町のいたるところに貼られたポスターの名を口にしながら、学校帰りの子供たちが通り過ぎる。娯楽の少ない田舎町での一大イベントだ。開いた窓の向こうから、彼らのはしゃいだ声が届く。
カーマイケルはロンドンを拠点にしている人気のステージマジシャンで、一年のうち半分は地方及びアイルランドでの公演を行う。今年はイングランド南西部とウェールズのツアーを組んでいるようだった。どんな小さな町にでもスケジュールが合う限り厭わずに来てくれること、コミカルな芸風やファンサービスのきめ細やかさなど、カーマイケルの人気は彼の人柄によるところも大きい。
「エディ!」
けたたましい自転車のブレーキ音が響き、やがてシドニーが入ってきた。着崩した制服のジャケットの中で、華奢な体が泳いでいる。タイは首から引っ掛けているだけで、きちんと締められていることはない。学校帰りにときおり立ち寄り、ほんの少しお喋りをしていく少年だ。仕込みなどで忙しいときは、本を読んだりスマートフォンでゲームをしたり、静かに遊んでいる。仕事の邪魔になることもない。好きにさせていた。
『 Klapham Junction 』は、英国南西部に突き出たコーンウォール半島の海沿いの田舎町、クラパムにある居酒屋だ。観光客も素通りするような寂れた町の、数少ない町民の社交場のひとつとなっている。以前は老夫婦が切り盛りしていたが、旦那のほうが腰を痛めたのをきっかけに現場を退いた。現在はエディと呼ばれる中年男、エドガー・サマセット・テイラーがひとりで運営している。
「ねぇ、あんたはカーマイケルのショウを観に行かないの?」
シドニーが尋ねる。
「仕事がある」
「休めばいいのに。どうせ当日は、客なんて来ないよ」
彼は斜めがけにしたスクールバッグから、フライヤーを取り出した。ピンクのガーベラの花を思わせる、カーマイケルの美人アシスタントの写真がフィーチャーされているデザインだ。彼は少しの間それに見入ったあと、話題を変えた。
「何か面白い話をしてよ、編集長」
「品切れだ。
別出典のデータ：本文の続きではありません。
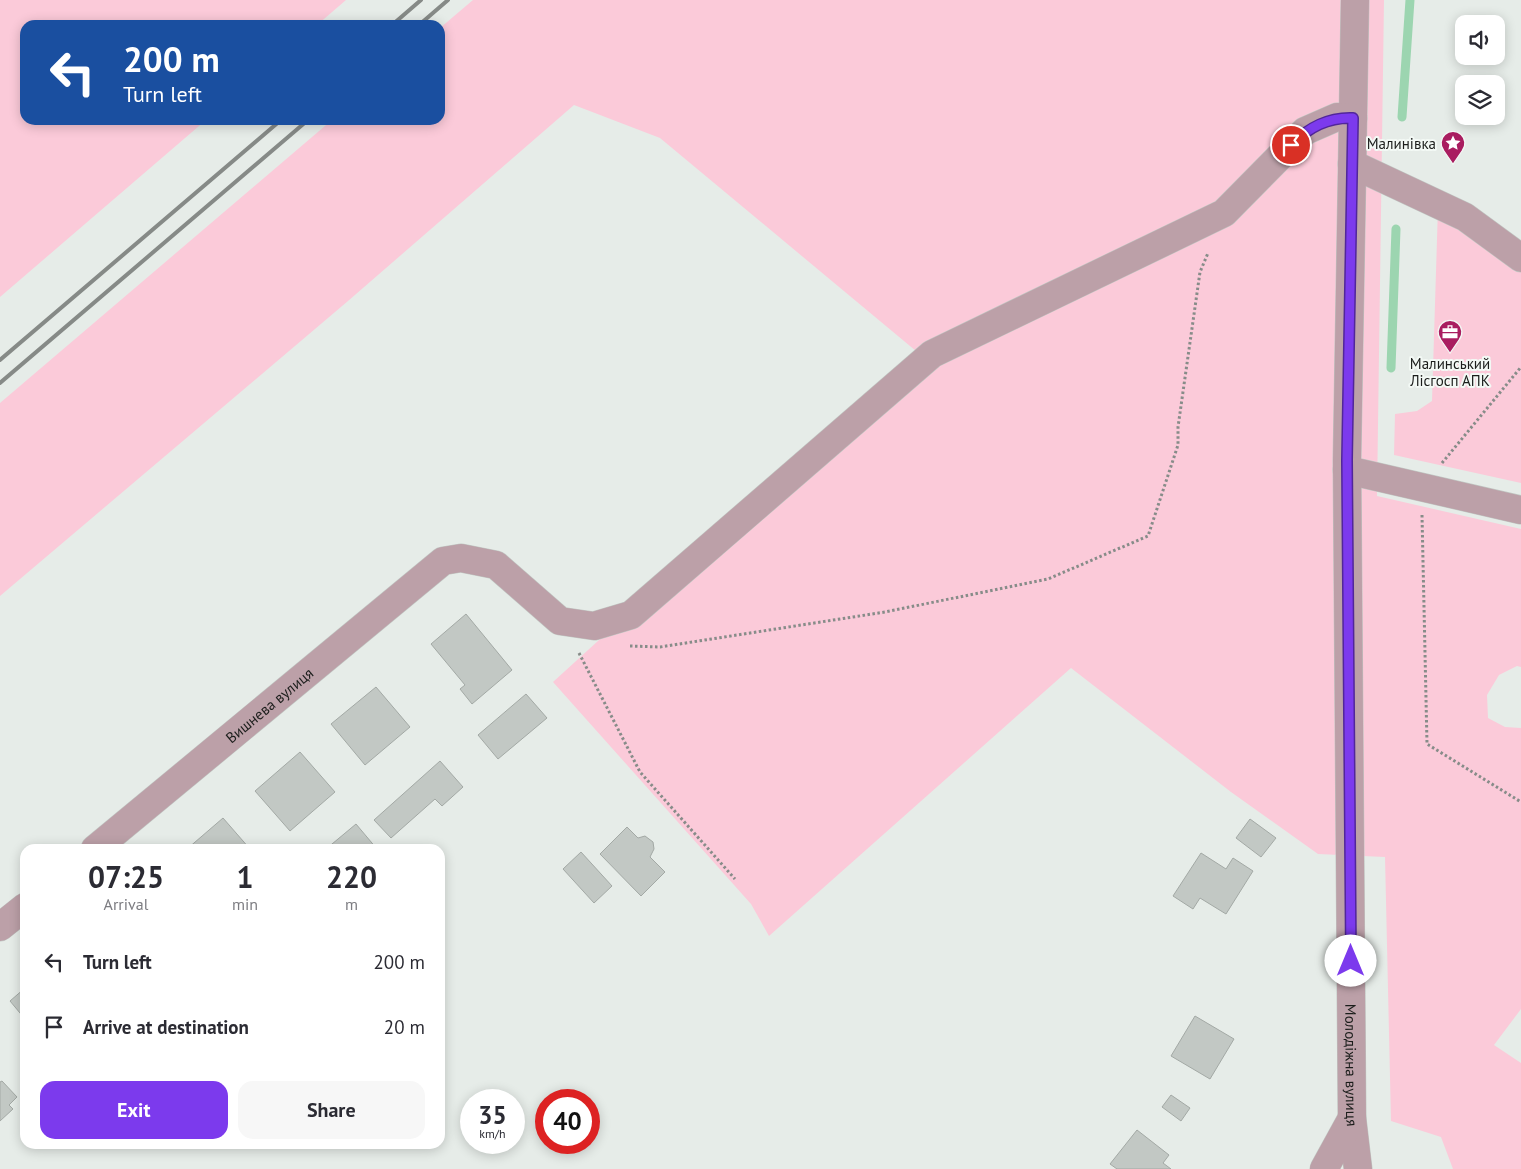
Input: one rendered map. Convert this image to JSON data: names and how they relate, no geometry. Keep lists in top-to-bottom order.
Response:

入荷予定もない」
「あんたは都会を知ってるだろう?僕はコーンウォールから出たことがないんだ。ロンドンどころか、カーディフさえ知らない。つまんないよ」
「どこかよそに行きたいのか?」
「もちろん。ここには何もないから」
「具体的にどこで何をしたいんだ?」
少年は黙り込む。具体的なプランがないからだ。あるのは漠然とした都会への憧憬と、自分が望む生活とはかけ離れた現実への不満だけ。
「広い世界を見るのはいいことだが、何も考えずに飛び出すのはどうかな」
「説教は聞きたくないよ」
肩を竦めるシドニーからは、予想通りの答えが返ってきてエディを苦笑させる。都会に出て上手くサバイバルするために必要ないくつかのものが、若い彼にはまだわからない。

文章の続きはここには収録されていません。